The dispute threatens the crucial tourism industry of this mostly Muslim nation of 300,000 people, which relies on dozens of high-end resorts that cater to the rich and famous. The developments also raise questions about the future of a democracy that only shed a 30-year, one-man rule with the 2008 multiparty elections that brought Nasheed to power.
Britain advised this week against all but essential travel to Male Island because of protests in the capital, but it noted the international airport and resort areas were operating normally. The United States is advising travelers to exercise caution, avoid protests and not engage in political activity while in the Maldives.
In nearby Sri Lanka, travel agents said they had seen no immediate drop in business, but predicted that would change if the crisis continued.
Rizmi Riyaz, of the firm Travel Global, said he was worried that tourists would soon "think twice (about going to the Maldives) as they are concerned about the situation."
The city of Male was calm but tense Thursday, with the streets crowded with commuters. Police said the violence in outlying islands had stopped.
Maldives police commissioner Abdullah Riyaz said 18 police stations on several islands, along with an undetermined number of court houses and police vehicles, were destroyed in the violence.
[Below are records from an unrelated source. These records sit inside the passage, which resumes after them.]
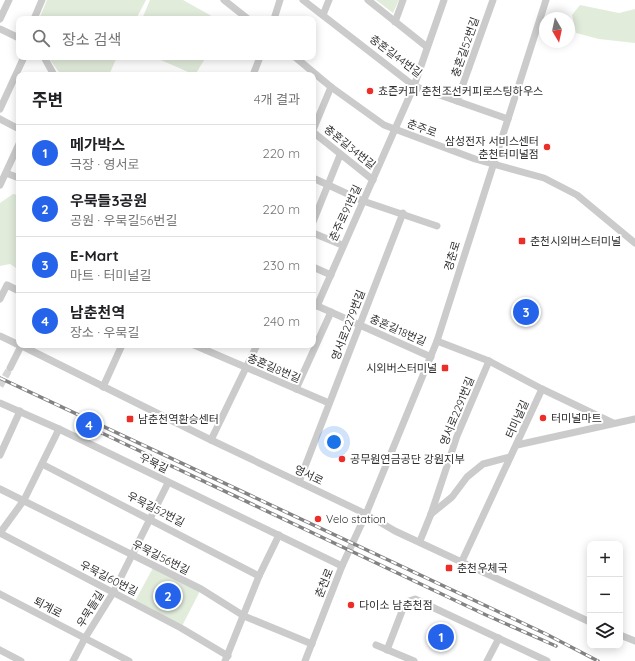 <!DOCTYPE html>
<html lang="ko">
<head>
<meta charset="utf-8">
<style>
	:root { --surface:#fff; --page:#f2f2f2; --text:#202124; --muted:#757577; --line:#e0e0e0; --accent:#2563eb }
	body { margin:0; font-family:Quicksand,"Noto Sans KR",sans-serif; background:var(--page); color:var(--text) }
	.controls { position:absolute; right:12px; bottom:12px; display:grid; overflow:hidden; border-radius:8px; box-shadow:0 2px 10px #0003 }
	.controls button { width:36px; height:36px; display:grid; place-items:center; padding:0; border:0; border-bottom:1px solid var(--line); background:var(--surface); color:var(--text); font:20px sans-serif }
	.compass { position:absolute; left:539px; top:12px; width:36px; height:36px; border-radius:50%; background:var(--surface); box-shadow:0 2px 10px #0003; rotate:171deg }
	.you { position:absolute; left:334px; top:442px; width:14px; height:14px; margin:-10px; border:3px solid #fff; border-radius:50%; background:#1a73e8; box-shadow:0 0 0 6px #1a73e833 }
	.badge { display:grid; place-items:center; width:26px; height:26px; border-radius:50%; background:var(--accent); color:#fff; font-size:13px; font-weight:700 }
	.pin { position:absolute; translate:-50% -50%; border:2px solid #fff; box-shadow:0 1px 4px #0006 }
	.list { margin:0; padding:0; list-style:none }
	h2 { display:flex; justify-content:space-between; align-items:center; height:52px; margin:0; padding:0 16px; font-size:17px }
	h2 small { font-size:13px; font-weight:400; color:var(--muted) }
	.list li { display:grid; grid-template-columns:26px 1fr auto; gap:12px; align-items:center; box-sizing:border-box; height:56px; padding:0 16px; border-top:1px solid var(--line) }
	.list b { display:block; font-size:15px; white-space:nowrap }
	.list p { margin:0; font-size:13px; white-space:nowrap; color:var(--muted) }
	.list em { font-size:13px; font-style:normal; color:var(--muted) }
	.icon { flex:none; width:22px; height:22px; fill:none; stroke:currentColor; stroke-width:2; stroke-linecap:round; stroke-linejoin:round }
	.map { position:relative; flex:none; width:635px; height:661px; overflow:hidden }
	.search { position:absolute; background:var(--surface); box-shadow:0 2px 10px #0003; left:16px; top:16px; width:300px; height:44px; display:flex; align-items:center; gap:10px; box-sizing:border-box; padding:0 14px; border-radius:8px; color:var(--muted); font-size:15px }
	.panel { position:absolute; background:var(--surface); box-shadow:0 2px 10px #0003; left:16px; top:72px; width:300px; height:276px; border-radius:8px }
	.map>svg:first-child { display:block }
	.green { fill:#e2ecdb }
	.lines { fill:none; stroke-linecap:round; stroke-linejoin:round }
	.minor-tunnel { stroke:#d5d5d5; stroke-width:7; stroke-dasharray:7 3.5; stroke-linecap:butt }
	.minor { stroke:#cbcbcb; stroke-width:7 }
	.rail-casing { stroke:#838383; stroke-width:3.5 }
	.rail { stroke:#fff; stroke-width:2; stroke-dasharray:6; stroke-linecap:butt }
	.poi-dot { fill:#ec2e28; stroke:#fff; stroke-width:1.5 }
	.labels { text-anchor:middle; stroke-width:4; stroke-linejoin:round; paint-order:stroke }
	.street-label { font-size:11px; fill:#2e2e2e; stroke:#fff }
	.poi-label { font-size:11px; fill:#2e2e2e; stroke:#fff; text-anchor:start }
</style>
</head>
<body>
<div class="map">
<svg width="635" height="661" viewBox="0 0 635 661">
	<rect width="100%" height="100%" fill="#fff"/>
	<g class="green">
		<path d="M 47,0 L 146,0 L 136,19 L 39,19 Z"/>
		<path d="M 150,0 L 183,0 L 217,19 L 142,19 Z"/>
		<path d="M 376,0 L 399,0 L 393,13 Z"/>
		<path d="M 580,5 L 619,13 L 635,9 L 635,43 L 599,39 L 576,33 L 572,15 Z"/>
		<path d="M 48,57 L 117,57 L 109,75 L 61,75 Z"/>
		<path d="M 154,57 L 206,57 L 195,75 Z"/>
		<path d="M 13,194 L 19,195 L 19,270 L 10,264 L 0,266 L 0,203 Z"/>
		<path d="M 154,566 L 201,589 L 181,628 L 134,603 Z"/>
	</g>
	<g class="lines">
		<path class="minor-tunnel" d="M 0,386 L 10,368"/>
		<g class="minor">
			<path d="M 224,0 L 248,19"/>
			<path d="M 303,0 L 414,86 L 508,119"/>
			<path d="M 368,0 L 427,47"/>
			<path d="M 323,15 L 329,0"/>
			<path d="M 0,19 L 9,0"/>
			<path d="M 34,19 L 42,0"/>
			<path d="M 274,19 L 280,0"/>
			<path d="M 395,22 L 403,0"/>
			<path d="M 0,29 L 19,38"/>
			<path d="M 44,57 L 54,75"/>
			<path d="M 295,57 L 331,87 L 384,125 L 475,159 L 544,178 L 577,195 L 635,243"/>
			<path d="M 253,75 L 260,57"/>
			<path d="M 457,101 L 493,0"/>
			<path d="M 0,109 L 24,57"/>
			<path d="M 0,119 L 19,129"/>
			<path d="M 313,130 L 331,87"/>
			<path d="M 313,132 L 373,180"/>
			<path d="M 6,173 L 19,178"/>
			<path d="M 313,178 L 363,201 L 437,226"/>
			<path d="M 0,185 L 19,144"/>
			<path d="M 313,222 L 340,155"/>
			<path d="M 313,233 L 342,245"/>
			<path d="M 313,267 L 331,275"/>
			<path d="M 0,299 L 7,285 L 19,291"/>
			<path d="M 313,304 L 431,357"/>
			<path d="M 317,306 L 414,86 L 444,0"/>
			<path d="M 0,336 L 19,345"/>
			<path d="M 437,341 L 489,361 L 542,389 L 613,423"/>
			<path d="M 20,345 L 211,440 L 366,514 L 395,531 L 590,622"/>
			<path d="M 194,345 L 329,403"/>
			<path d="M 10,368 L 21,346"/>
			<path d="M 103,387 L 122,345"/>
			<path d="M 296,389 L 331,312"/>
			<path d="M 0,403 L 59,429 L 342,566"/>
			<path d="M 211,440 L 257,345"/>
			<path d="M 517,445 L 635,419"/>
			<path d="M 0,455 L 20,411"/>
			<path d="M 42,464 L 259,576"/>
			<path d="M 299,482 L 403,213"/>
			<path d="M 0,489 L 201,589 L 244,616 L 312,644"/>
			<path d="M 431,514 L 452,497 L 467,477 L 483,464 L 510,457"/>
			<path d="M 0,533 L 181,628 L 228,656"/>
			<path d="M 0,533 L 24,500 L 59,429"/>
			<path d="M 420,541 L 431,514 L 457,436 L 489,361"/>
			<path d="M 462,561 L 542,389"/>
			<path d="M 0,594 L 129,661"/>
			<path d="M 620,635 L 635,641"/>
			<path d="M 376,645 L 414,661"/>
			<path d="M 0,650 L 21,661"/>
			<path d="M 387,650 L 404,606 L 409,601 L 415,599 L 547,661"/>
			<path d="M 73,661 L 85,638 L 113,593 L 168,483"/>
			<path d="M 225,661 L 259,576 L 279,535"/>
			<path d="M 305,661 L 342,566 L 366,514 L 437,341 L 546,0"/>
			<path d="M 487,661 L 499,638"/>
		</g>
		<g class="rail-casing">
			<g id="rail">
				<path d="M 0,378 L 546,634 L 598,661"/>
				<path d="M 87,426 L 486,615 L 556,646"/>
			</g>
		</g>
		<use href="#rail" class="rail"/>
	</g>
	<g class="poi-dot">
		<circle cx="370" cy="91" r="4"/>
		<circle cx="547" cy="147" r="4"/>
		<rect x="518" y="237" width="8" height="8" rx="2"/>
		<rect x="441" y="364" width="8" height="8" rx="2"/>
		<circle cx="543" cy="418" r="4"/>
		<rect x="126" y="415" width="8" height="8" rx="2"/>
		<circle cx="342" cy="459" r="4"/>
		<circle cx="318" cy="519" r="4"/>
		<rect x="445" y="564" width="8" height="8" rx="2"/>
		<circle cx="351" cy="605" r="4"/>
	</g>
	<g class="labels">
		<g class="street-label">
			<text transform="translate(465 47) rotate(-71)" y="4">충혼길52번길</text>
			<text transform="translate(396 56) rotate(37)" y="4">충혼길44번길</text>
			<text transform="translate(422 128) rotate(20)" y="4">춘주로</text>
			<text transform="translate(350 147) rotate(39)" y="4">충혼길34번길</text>
			<text transform="translate(345 213) rotate(-65)" y="4">춘주로91번길</text>
			<text transform="translate(452 256) rotate(-73)" y="4">경춘로</text>
			<text transform="translate(348 325) rotate(-69)" y="4">영서로2279번길</text>
			<text transform="translate(398 330) rotate(24)" y="4">충혼길18번길</text>
			<text transform="translate(274 368) rotate(23)" y="4">충혼길8번길</text>
			<text transform="translate(457 411) rotate(-68)" y="4">영서로2291번길</text>
			<text transform="translate(517 419) rotate(-66)" y="4">터미널길</text>
			<text transform="translate(154 463) rotate(26)" y="4">우묵길</text>
			<text transform="translate(309 475) rotate(26)" y="4">영서로</text>
			<text transform="translate(156 509) rotate(27)" y="4">우묵길52번길</text>
			<text transform="translate(161 557) rotate(27)" y="4">우묵길56번길</text>
			<text transform="translate(109 578) rotate(27)" y="4">우묵길60번길</text>
			<text transform="translate(324 583) rotate(-68)" y="4">춘천로</text>
			<text transform="translate(48 607) rotate(28)" y="4">퇴계로</text>
			<text transform="translate(90 609) rotate(-58)" y="4">우묵들길</text>
		</g>
		<g class="poi-label">
			<text x="378" y="95">쵸즌커피 춘천조선커피로스팅하우스</text>
			<text x="539" y="145" text-anchor="end">삼성전자 서비스센터<tspan x="539" dy="13">춘천터미널점</tspan></text>
			<text x="530" y="245">춘천시외버스터미널</text>
			<text x="437" y="372" text-anchor="end">시외버스터미널</text>
			<text x="551" y="422">터미널마트</text>
			<text x="138" y="423">남춘천역환승센터</text>
			<text x="350" y="463">공무원연금공단 강원지부</text>
			<text x="326" y="523">Velo station</text>
			<text x="457" y="572">춘천우체국</text>
			<text x="359" y="609">다이소 남춘천점</text>
		</g>
	</g>
</svg>
<div class="controls">
<button>+</button>
<button>−</button>
<button><svg class="icon" aria-label="layers" viewBox="0 0 24 24"><path d="M12 4l9 5-9 5-9-5zM3 14l9 5 9-5"/></svg></button>
</div>
<svg class="compass" viewBox="-18 -18 36 36"><path d="M0-13l5 13h-10z" fill="#e53935"/><path d="M0 13l5-13h-10z" fill="#757577"/></svg>
<div class="you"></div>
<div class="pin badge" style="left:441px;top:637px">1</div>
<div class="pin badge" style="left:168px;top:596px">2</div>
<div class="pin badge" style="left:526px;top:312px">3</div>
<div class="pin badge" style="left:89px;top:425px">4</div>
<div class="search"><svg class="icon" aria-label="search" viewBox="0 0 24 24"><circle cx="10" cy="10" r="6"/><path d="M15 15l6 6"/></svg>장소 검색</div>
<section class="panel">
<h2>주변<small>4개 결과</small></h2>
<ul class="list">
<li><span class="badge">1</span><div><b>메가박스</b><p>극장 · 영서로</p></div><em>220 m</em></li>
<li><span class="badge">2</span><div><b>우묵들3공원</b><p>공원 · 우묵길56번길</p></div><em>220 m</em></li>
<li><span class="badge">3</span><div><b>E-Mart</b><p>마트 · 터미널길</p></div><em>230 m</em></li>
<li><span class="badge">4</span><div><b>남춘천역</b><p>장소 · 우묵길</p></div><em>240 m</em></li>
</ul>
</section>
</div>
</body>
</html>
Police said they detained 49 people after the Male rioting.
The new defense minister vowed to punish those responsible for Wednesday's violence, calling the destruction "acts of terrorism."
"The Maldives national defense force remains vigilant in enforcing the law and order and upholding the constitution of the Maldives," Mohammed Nazin told reporters Thursday, barely 12 hours into his new job.
Nasheed's party insisted his ouster was engineered by rogue elements of the police and supporters of the country's former autocratic leader, whom Nasheed defeated in 2008. Others blamed Islamic extremists.
Hassan, who was Nasheed's vice president, has denied claims of a plot to oust Nasheed and called for a unity coalition to be formed to help it recover.
The military also denied that it forced Nasheed to resign at gunpoint. "There is no officer in the military that would point a gun toward the president," said Brig. Gen. Ibrahim Didi. "The military did not call for his resignation, he resigned voluntarily."
Hassan, who had promised to protect Nasheed from retribution, said his predecessor was not under any restriction and was free to leave the country. However, he said he would not interfere with any police or court action against Nasheed.
Nasheed's wife arrived Wednesday afternoon in nearby Sri Lanka, according to Bandula Jayasekara, the Sri Lankan presidential spokesman.
Nasheed's resignation marked a stunning fall for the former human rights campaigner who had been jailed for his activism under the 30-year rule of Maumoon Abdul Gayoom. Nasheed also became an environmental celebrity for urging global action against climate change, warning that rising sea levels would inundate his archipelago nation.
Over the past year, Nasheed was battered by protests over soaring prices and demands for more religiously conservative policies. Last month, Nasheed's government arrested the nation's top criminal court judge for freeing a government critic and refused to release him as protests grew.
Associated Press writer Matthew Pennington in Washington contributed to this report.